Gold And Silver Down But Not For Long

Capital Trust Markets – For twelve hours on Sunday, March 17, the Crimean parliament asked its residents to vote on the future of the region. Voters had two options. The first, to join Russia, the second, to remain a part of Ukraine but with increased autonomy. The former proved to attract the overwhelming majority, and on Monday morning, Russia named the Crimean peninsula as annexed to its Federation.

As the markets open on Monday, what impact might this decision have? The answer lies in sentiment. Europe, the U.S. and Asia have declared the referendum illegal, and in turn, vowed to impose economic sanctions on Russia. The geopolitical, and potentially military, tension such sanctions could create will likely turn traders and investors towards a risk-off sentiment, as they reduce their exposure to any assets that are vulnerable to devaluation.

Traditionally, the benefactor assets in such situations are the precious metals, gold and silver. Heading into the Monday morning session however, the markets seem to be overlooking the unrest; at least for now.

The Asian session saw gold and silver gain strength, as expected, but at Monday U.S. open, the precious metals start the day on a somewhat weaker footing. Gold futures (April 14 delivery) are down 0.04%, currently trading at 1,378.50. Silver futures (May 14 delivery) are down 0.58%, with the contracts currently trading at 21.28, just shy of key February resistance.

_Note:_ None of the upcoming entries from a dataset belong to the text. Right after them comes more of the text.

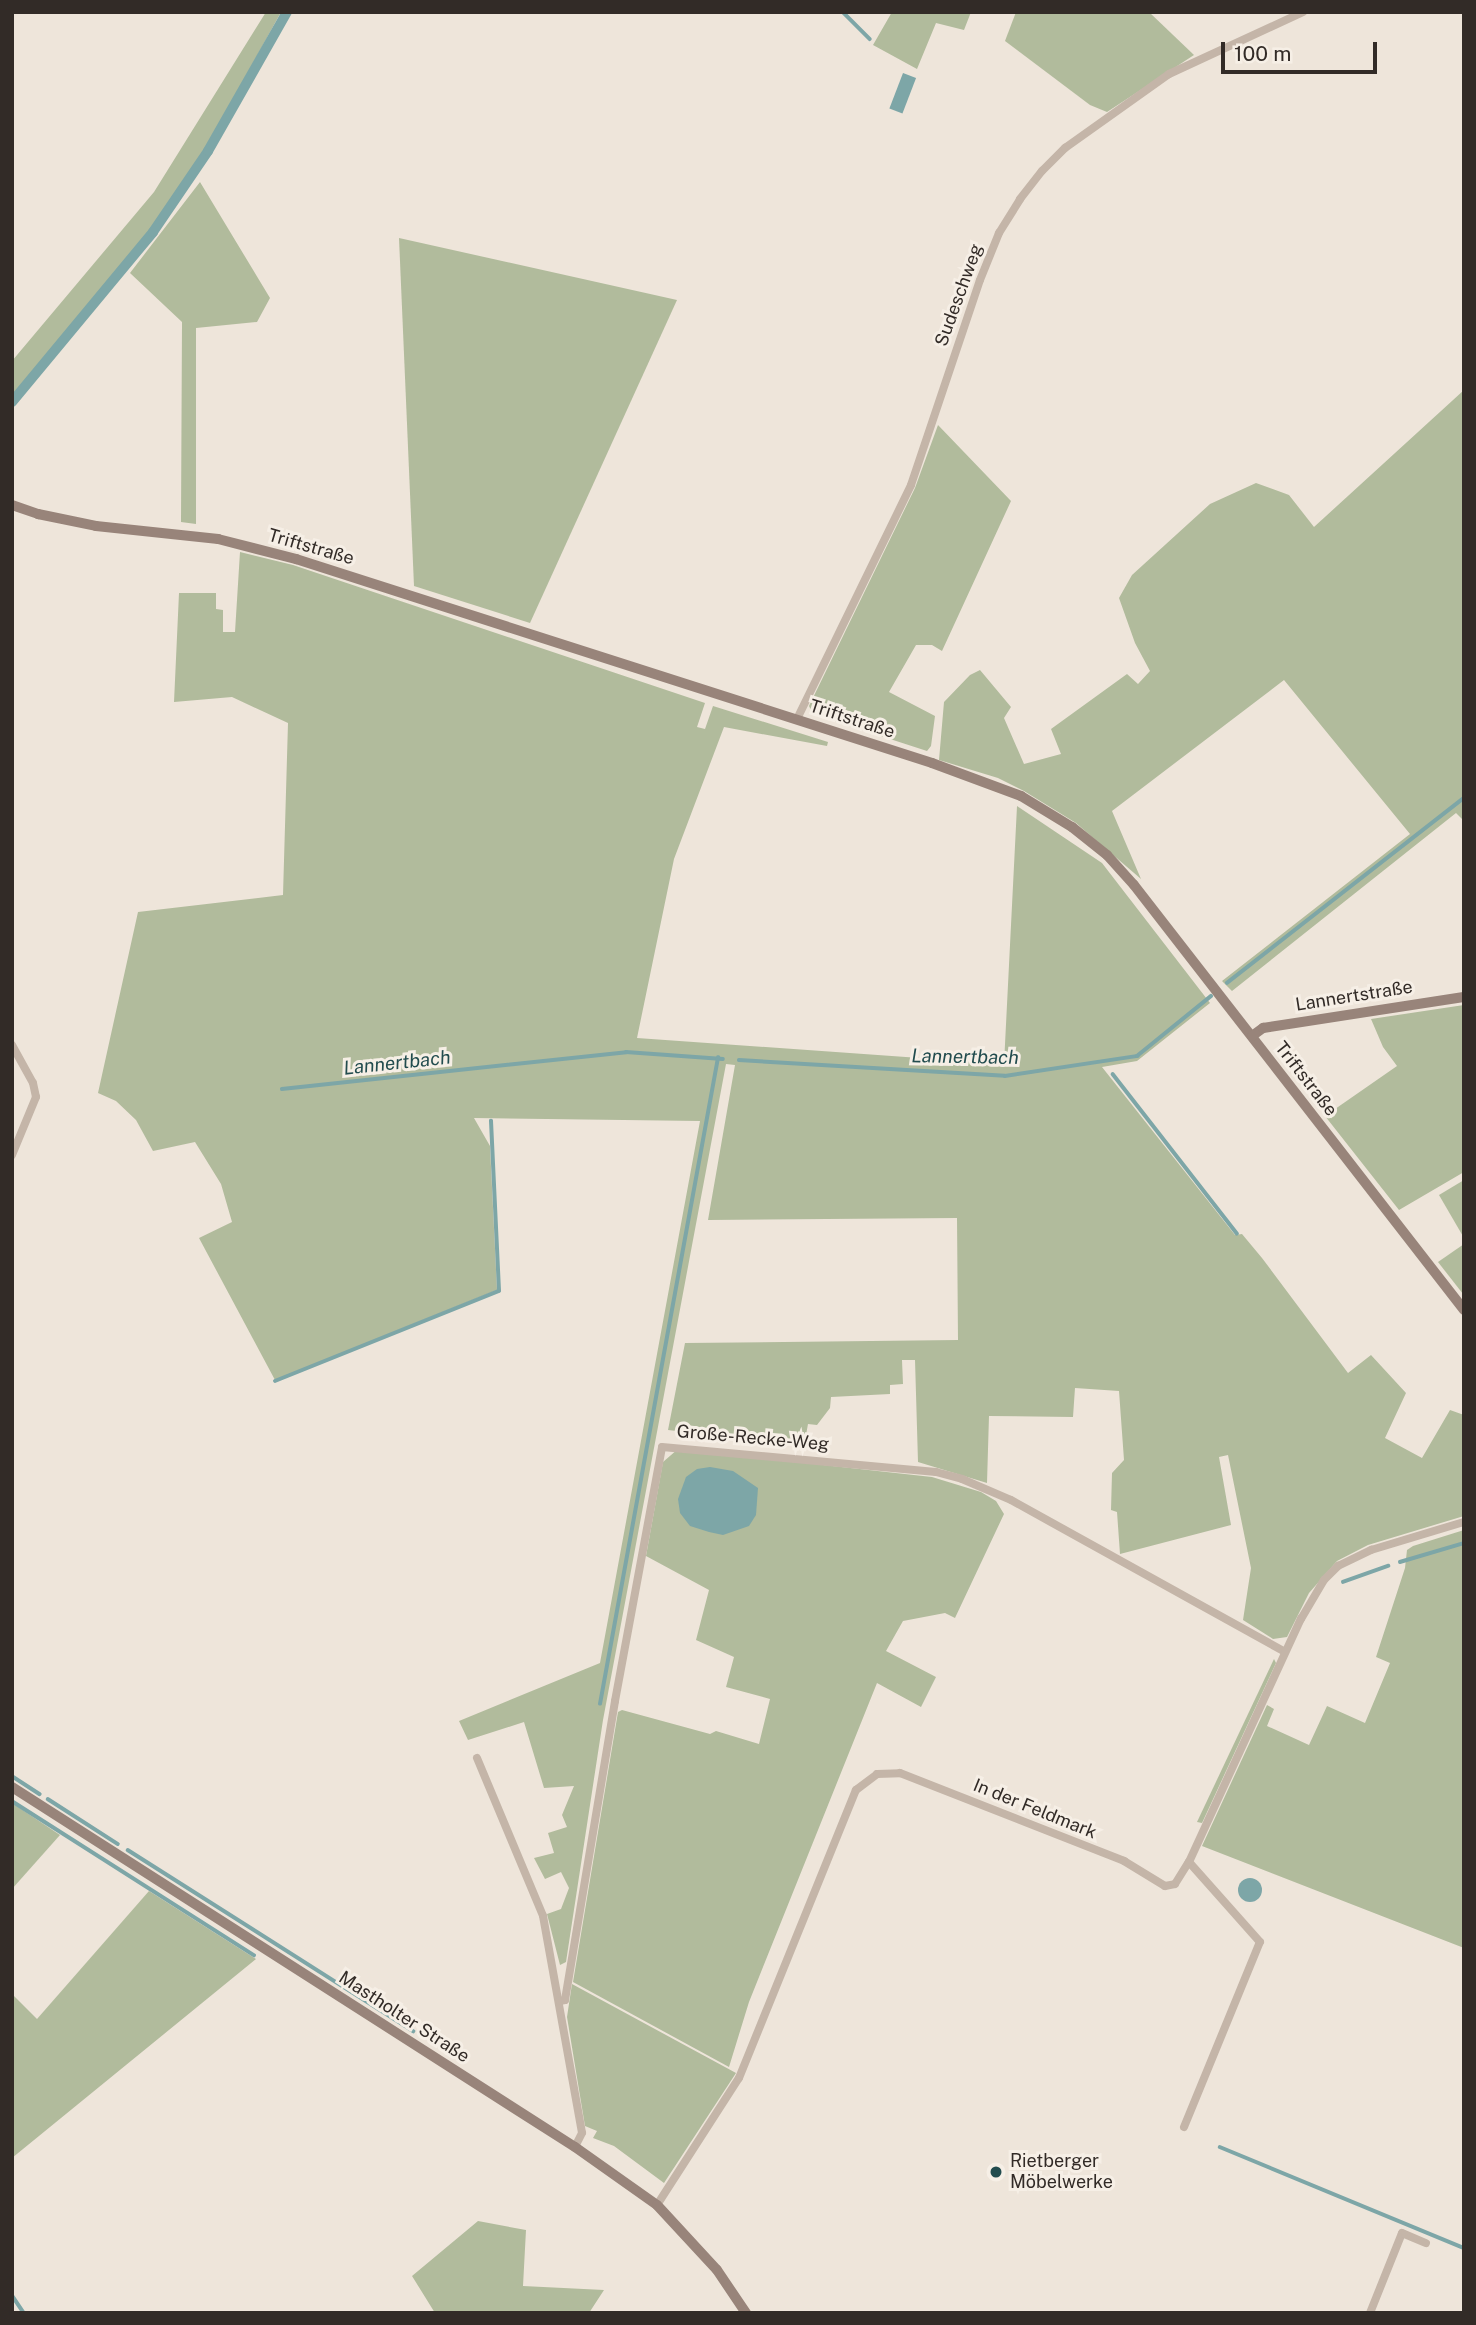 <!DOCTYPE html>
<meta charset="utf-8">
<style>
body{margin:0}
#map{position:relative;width:1476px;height:2325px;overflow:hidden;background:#eee5da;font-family:"Public Sans",sans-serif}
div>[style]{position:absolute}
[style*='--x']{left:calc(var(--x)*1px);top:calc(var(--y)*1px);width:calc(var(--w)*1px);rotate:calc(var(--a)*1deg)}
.green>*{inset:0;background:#b1bb9c}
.water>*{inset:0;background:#7da6a7;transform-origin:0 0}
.round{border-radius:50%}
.stream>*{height:3.5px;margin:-1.75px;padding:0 1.75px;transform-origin:1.75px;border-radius:1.75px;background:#7da6a7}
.canal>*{height:10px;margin:-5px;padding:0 5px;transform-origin:5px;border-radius:5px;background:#7da6a7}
.street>*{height:8px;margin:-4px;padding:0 4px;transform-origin:4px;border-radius:4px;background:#c4b5a8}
.secondary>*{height:10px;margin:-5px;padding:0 5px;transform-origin:5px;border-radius:5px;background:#98847a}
.dots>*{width:19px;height:19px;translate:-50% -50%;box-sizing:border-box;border:4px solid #f6efe6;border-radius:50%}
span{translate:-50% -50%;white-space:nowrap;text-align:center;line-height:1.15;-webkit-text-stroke:6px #f6efe6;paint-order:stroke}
.street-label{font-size:18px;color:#322b27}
.poi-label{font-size:18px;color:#322b27}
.left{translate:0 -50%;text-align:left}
.water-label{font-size:19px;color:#224c4e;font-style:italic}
.frame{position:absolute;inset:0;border:14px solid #322b27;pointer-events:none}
.scale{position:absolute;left:1221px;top:42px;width:156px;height:32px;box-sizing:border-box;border:4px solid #322b27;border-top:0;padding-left:9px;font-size:21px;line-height:24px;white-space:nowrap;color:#322b27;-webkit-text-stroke:5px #f6efe6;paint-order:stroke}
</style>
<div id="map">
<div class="green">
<i style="clip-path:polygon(266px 12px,281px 12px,206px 149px,150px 231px,12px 396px,12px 361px,154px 192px)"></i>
<i style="clip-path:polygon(892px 12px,971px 12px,964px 30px,936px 23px,917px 69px,873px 45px)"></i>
<i style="clip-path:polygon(1016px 12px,1149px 12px,1194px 55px,1107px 112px,1090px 105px,1005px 41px)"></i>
<i style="clip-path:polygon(200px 182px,270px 298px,257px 322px,196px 328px,196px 524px,181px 522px,182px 322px,130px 273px)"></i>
<i style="clip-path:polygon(399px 238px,677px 300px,530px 623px,414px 586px)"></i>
<i style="clip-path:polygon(1464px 390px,1464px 821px,1456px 813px,1232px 991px,1222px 981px,1410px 834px,1284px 680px,1112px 811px,1141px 879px,1076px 823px,1024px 791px,998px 778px,939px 760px,944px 702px,970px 675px,980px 670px,1011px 707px,1004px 718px,1024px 764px,1061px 754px,1051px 729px,1127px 674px,1138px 684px,1150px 671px,1135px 643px,1119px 598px,1132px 575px,1210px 504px,1256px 483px,1289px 495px,1314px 527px)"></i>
<i style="clip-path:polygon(938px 425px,1011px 501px,942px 651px,932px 645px,916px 645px,889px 692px,935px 716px,931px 746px,927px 751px,813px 714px,809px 706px,915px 488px)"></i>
<i style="clip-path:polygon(240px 552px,293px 565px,705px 703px,697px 727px,705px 729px,713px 706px,828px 742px,827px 746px,724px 727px,674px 859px,637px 1038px,1004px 1064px,1017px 806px,1102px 863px,1210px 1003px,1137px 1061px,1102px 1067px,1235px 1235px,1242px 1234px,1262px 1258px,1348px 1373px,1371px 1355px,1406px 1393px,1385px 1438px,1422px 1458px,1450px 1410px,1464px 1415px,1464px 1516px,1368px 1545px,1337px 1561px,1309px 1593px,1287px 1637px,1273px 1639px,1243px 1620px,1251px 1568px,1228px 1455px,1219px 1457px,1231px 1525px,1120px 1554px,1117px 1512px,1111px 1510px,1112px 1473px,1124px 1460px,1119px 1391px,1075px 1388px,1073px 1417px,989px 1416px,987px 1483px,918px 1462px,915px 1360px,902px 1360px,903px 1384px,890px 1385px,890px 1394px,831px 1397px,830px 1408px,817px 1425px,808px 1424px,804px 1446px,763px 1441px,764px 1436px,756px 1434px,755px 1440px,668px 1430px,685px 1343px,958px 1340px,957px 1218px,708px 1220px,735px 1065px,726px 1064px,603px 1720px,566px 1962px,560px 1965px,547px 1914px,561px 1909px,569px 1888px,561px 1872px,545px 1879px,534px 1858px,554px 1853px,548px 1833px,567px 1827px,562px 1815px,574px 1786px,544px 1788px,524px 1722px,468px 1740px,459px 1721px,600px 1663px,700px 1121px,474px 1118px,490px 1146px,497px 1290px,275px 1380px,199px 1238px,232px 1222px,221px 1184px,195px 1142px,153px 1151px,136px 1120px,116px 1101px,98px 1093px,138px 912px,283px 895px,288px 723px,232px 697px,174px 702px,179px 593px,216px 593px,216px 609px,223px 610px,223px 632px,235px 632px)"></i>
<i style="clip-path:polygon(1464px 1005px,1464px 1172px,1399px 1210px,1325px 1116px,1397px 1066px,1383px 1047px,1371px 1019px)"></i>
<i style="clip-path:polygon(1464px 1180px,1464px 1238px,1439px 1195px)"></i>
<i style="clip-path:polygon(1464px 1244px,1464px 1293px,1463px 1294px,1438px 1262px)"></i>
<i style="clip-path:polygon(678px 1449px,932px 1477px,981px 1492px,996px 1501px,1004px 1514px,955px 1618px,945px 1613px,903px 1621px,886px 1651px,936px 1677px,921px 1707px,877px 1683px,749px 2002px,729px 2067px,573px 1982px,618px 1712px,622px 1710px,710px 1734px,716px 1731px,759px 1744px,770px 1699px,726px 1687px,734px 1657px,696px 1640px,709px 1590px,646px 1556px,663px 1462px)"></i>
<i style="clip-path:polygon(1464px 1530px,1464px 1948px,1202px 1846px,1267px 1705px,1274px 1709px,1267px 1726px,1309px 1745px,1327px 1706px,1365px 1723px,1390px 1663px,1376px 1657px,1405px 1568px,1407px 1550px,1413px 1546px)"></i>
<i style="clip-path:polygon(1274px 1659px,1276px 1663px,1202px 1823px,1197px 1822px)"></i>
<i style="clip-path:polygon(12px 1803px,60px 1835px,12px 1889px)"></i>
<i style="clip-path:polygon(149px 1891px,256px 1959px,12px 2158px,12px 1994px,37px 2019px)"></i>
<i style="clip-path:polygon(572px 1984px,736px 2073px,664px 2183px,614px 2146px,593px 2138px,597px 2131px,585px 2126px,567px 2017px)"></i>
<i style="clip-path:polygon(478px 2221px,526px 2230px,523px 2286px,604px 2290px,589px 2313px,435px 2313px,412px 2276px)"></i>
</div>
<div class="water">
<i style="left:903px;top:73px;width:14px;height:38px;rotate:21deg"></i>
<i style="clip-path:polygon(710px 1467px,733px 1471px,758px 1488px,756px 1515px,749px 1526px,723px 1535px,709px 1532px,690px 1526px,680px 1513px,678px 1499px,686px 1477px,697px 1469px)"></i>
<i class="round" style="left:1238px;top:1878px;width:24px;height:24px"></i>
</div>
<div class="stream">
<i style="--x:843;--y:12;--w:38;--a:45"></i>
<i style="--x:1227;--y:983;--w:301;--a:-38"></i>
<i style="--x:739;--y:1060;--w:266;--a:3.4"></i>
<i style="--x:1005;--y:1076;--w:134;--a:-8.6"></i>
<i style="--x:1137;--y:1056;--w:95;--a:-39"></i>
<i style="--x:1113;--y:1074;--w:202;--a:52.1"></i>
<i style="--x:282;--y:1089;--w:346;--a:-6.1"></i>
<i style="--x:626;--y:1052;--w:97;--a:4.1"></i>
<i style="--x:275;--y:1381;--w:241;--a:-21.9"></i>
<i style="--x:499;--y:1291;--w:170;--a:-92.7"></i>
<i style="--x:1400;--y:1562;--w:67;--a:-16.5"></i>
<i style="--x:1343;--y:1582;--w:48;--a:-19.6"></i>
<i style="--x:600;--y:1704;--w:657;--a:-79.65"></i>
<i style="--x:12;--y:1776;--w:33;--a:33"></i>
<i style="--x:48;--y:1799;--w:83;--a:32.7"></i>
<i style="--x:12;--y:1801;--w:287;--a:32.5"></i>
<i style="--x:128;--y:1850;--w:338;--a:32.4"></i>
<i style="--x:1220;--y:2147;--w:264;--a:22.5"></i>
<i style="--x:12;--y:2295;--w:22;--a:56"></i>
</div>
<div class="canal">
<i style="--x:12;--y:402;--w:221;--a:-50.3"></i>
<i style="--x:153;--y:232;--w:98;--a:-55.8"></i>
<i style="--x:208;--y:151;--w:160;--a:-60.4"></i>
</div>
<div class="street">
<i style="--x:797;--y:719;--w:260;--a:-64"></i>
<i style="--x:911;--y:485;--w:216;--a:-71.4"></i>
<i style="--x:980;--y:280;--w:51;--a:-68"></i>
<i style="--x:999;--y:233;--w:40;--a:-58"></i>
<i style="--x:1020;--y:199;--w:36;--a:-52"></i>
<i style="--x:1042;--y:171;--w:33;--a:-45"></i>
<i style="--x:1065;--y:148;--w:128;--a:-35.4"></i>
<i style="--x:1169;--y:74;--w:148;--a:-24.8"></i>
<i style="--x:12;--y:1045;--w:43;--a:61.1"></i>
<i style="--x:33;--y:1083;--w:14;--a:78"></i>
<i style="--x:36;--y:1097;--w:63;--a:112.5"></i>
<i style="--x:477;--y:1758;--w:171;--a:67.3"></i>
<i style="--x:543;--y:1916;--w:220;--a:79.8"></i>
<i style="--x:582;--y:2133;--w:16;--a:117"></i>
<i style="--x:560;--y:2001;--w:5;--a:-11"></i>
<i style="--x:565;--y:2000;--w:303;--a:-80.5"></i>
<i style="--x:615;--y:1701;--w:258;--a:-79.5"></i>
<i style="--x:662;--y:1447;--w:275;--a:5.2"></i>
<i style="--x:936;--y:1472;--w:27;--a:15"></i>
<i style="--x:962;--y:1479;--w:53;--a:23.2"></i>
<i style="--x:1011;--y:1500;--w:313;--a:29"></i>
<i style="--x:1184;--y:2127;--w:200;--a:-67.7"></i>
<i style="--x:1260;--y:1942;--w:107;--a:-131.6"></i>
<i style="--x:657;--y:2205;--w:151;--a:-57.2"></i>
<i style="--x:739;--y:2078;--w:311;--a:-67.9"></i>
<i style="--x:856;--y:1790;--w:26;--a:-37"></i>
<i style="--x:877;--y:1774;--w:23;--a:-2"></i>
<i style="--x:900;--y:1773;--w:241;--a:21.4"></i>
<i style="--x:1124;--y:1861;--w:48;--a:31.4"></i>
<i style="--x:1165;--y:1886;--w:10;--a:-11"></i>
<i style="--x:1175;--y:1884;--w:26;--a:-58"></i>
<i style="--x:1189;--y:1862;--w:268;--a:-65.3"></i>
<i style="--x:1301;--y:1619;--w:45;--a:-59.5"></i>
<i style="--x:1324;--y:1580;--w:20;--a:-45"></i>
<i style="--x:1338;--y:1566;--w:37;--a:-26"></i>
<i style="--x:1371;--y:1550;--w:97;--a:-16.8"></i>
<i style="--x:1370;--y:2313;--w:86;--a:-68.2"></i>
<i style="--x:1402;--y:2233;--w:26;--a:23"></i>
</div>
<div class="secondary">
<i style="--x:12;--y:505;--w:28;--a:19"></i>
<i style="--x:38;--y:514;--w:59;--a:11.7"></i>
<i style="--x:96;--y:526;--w:123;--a:6.1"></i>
<i style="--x:218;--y:539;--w:81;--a:14.4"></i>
<i style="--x:296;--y:559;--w:668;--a:17.78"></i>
<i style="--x:932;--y:763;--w:95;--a:20.3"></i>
<i style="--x:1021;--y:796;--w:60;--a:31.3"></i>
<i style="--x:1072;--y:827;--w:45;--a:38.7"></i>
<i style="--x:1107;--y:855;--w:40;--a:48"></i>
<i style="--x:1134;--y:885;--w:538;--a:52.17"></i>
<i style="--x:1252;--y:1036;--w:14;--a:-36"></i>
<i style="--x:1263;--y:1028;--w:203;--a:-8.8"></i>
<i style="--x:12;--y:1787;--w:668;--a:32.6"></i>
<i style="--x:575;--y:2147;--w:100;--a:35.3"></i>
<i style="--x:657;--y:2205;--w:88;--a:47.3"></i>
<i style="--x:717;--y:2270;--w:52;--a:56"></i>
</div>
<div class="dots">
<i style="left:996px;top:2172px;background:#224c4e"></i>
</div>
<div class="street-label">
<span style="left:959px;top:295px;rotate:-70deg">Sudeschweg</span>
<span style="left:311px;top:547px;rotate:16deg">Triftstraße</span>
<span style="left:852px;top:719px;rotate:18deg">Triftstraße</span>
<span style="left:1354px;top:996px;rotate:-9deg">Lannertstraße</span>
<span style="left:1306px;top:1079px;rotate:52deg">Triftstraße</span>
<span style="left:753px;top:1438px;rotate:5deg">Große-Recke-Weg</span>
<span style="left:1035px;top:1809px;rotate:22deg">In der Feldmark</span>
<span style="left:404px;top:2017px;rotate:33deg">Mastholter Straße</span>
</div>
<div class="poi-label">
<span class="left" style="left:1010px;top:2172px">Rietberger<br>Möbelwerke</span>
</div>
<div class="water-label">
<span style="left:965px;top:1057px;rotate:1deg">Lannertbach</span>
<span style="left:397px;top:1063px;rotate:-6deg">Lannertbach</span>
</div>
<div class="frame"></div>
<div class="scale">100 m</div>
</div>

These small declines may simply be a correction of the action seen in the gold and silver markets towards the end of last week, as both assets gained strength heading into the weekend. Whatever the reason, expect a resurgence in the precious metals as the week plays out. The stock and currency markets look resilient at present, but any hint at escalation will likely have a domino effect on sentiment. The more risk averse operators are likely already reallocating capital, but there is undoubtedly a fringe group that are holding their exposure with one eye on the events as they unfold. Any suggestion of military mobilization will spur this fringe into action, which will likely drive a sell-off in the stock markets and a shift toward gold and silver. The more risk-prone investors will not react to events in Ukraine, but purely to market action as stocks decline and the precious metals appreciate.

Look for gold to test 1,420.00 resistance before the middle of the week, and silver to hit 22.00 within the same timeframe.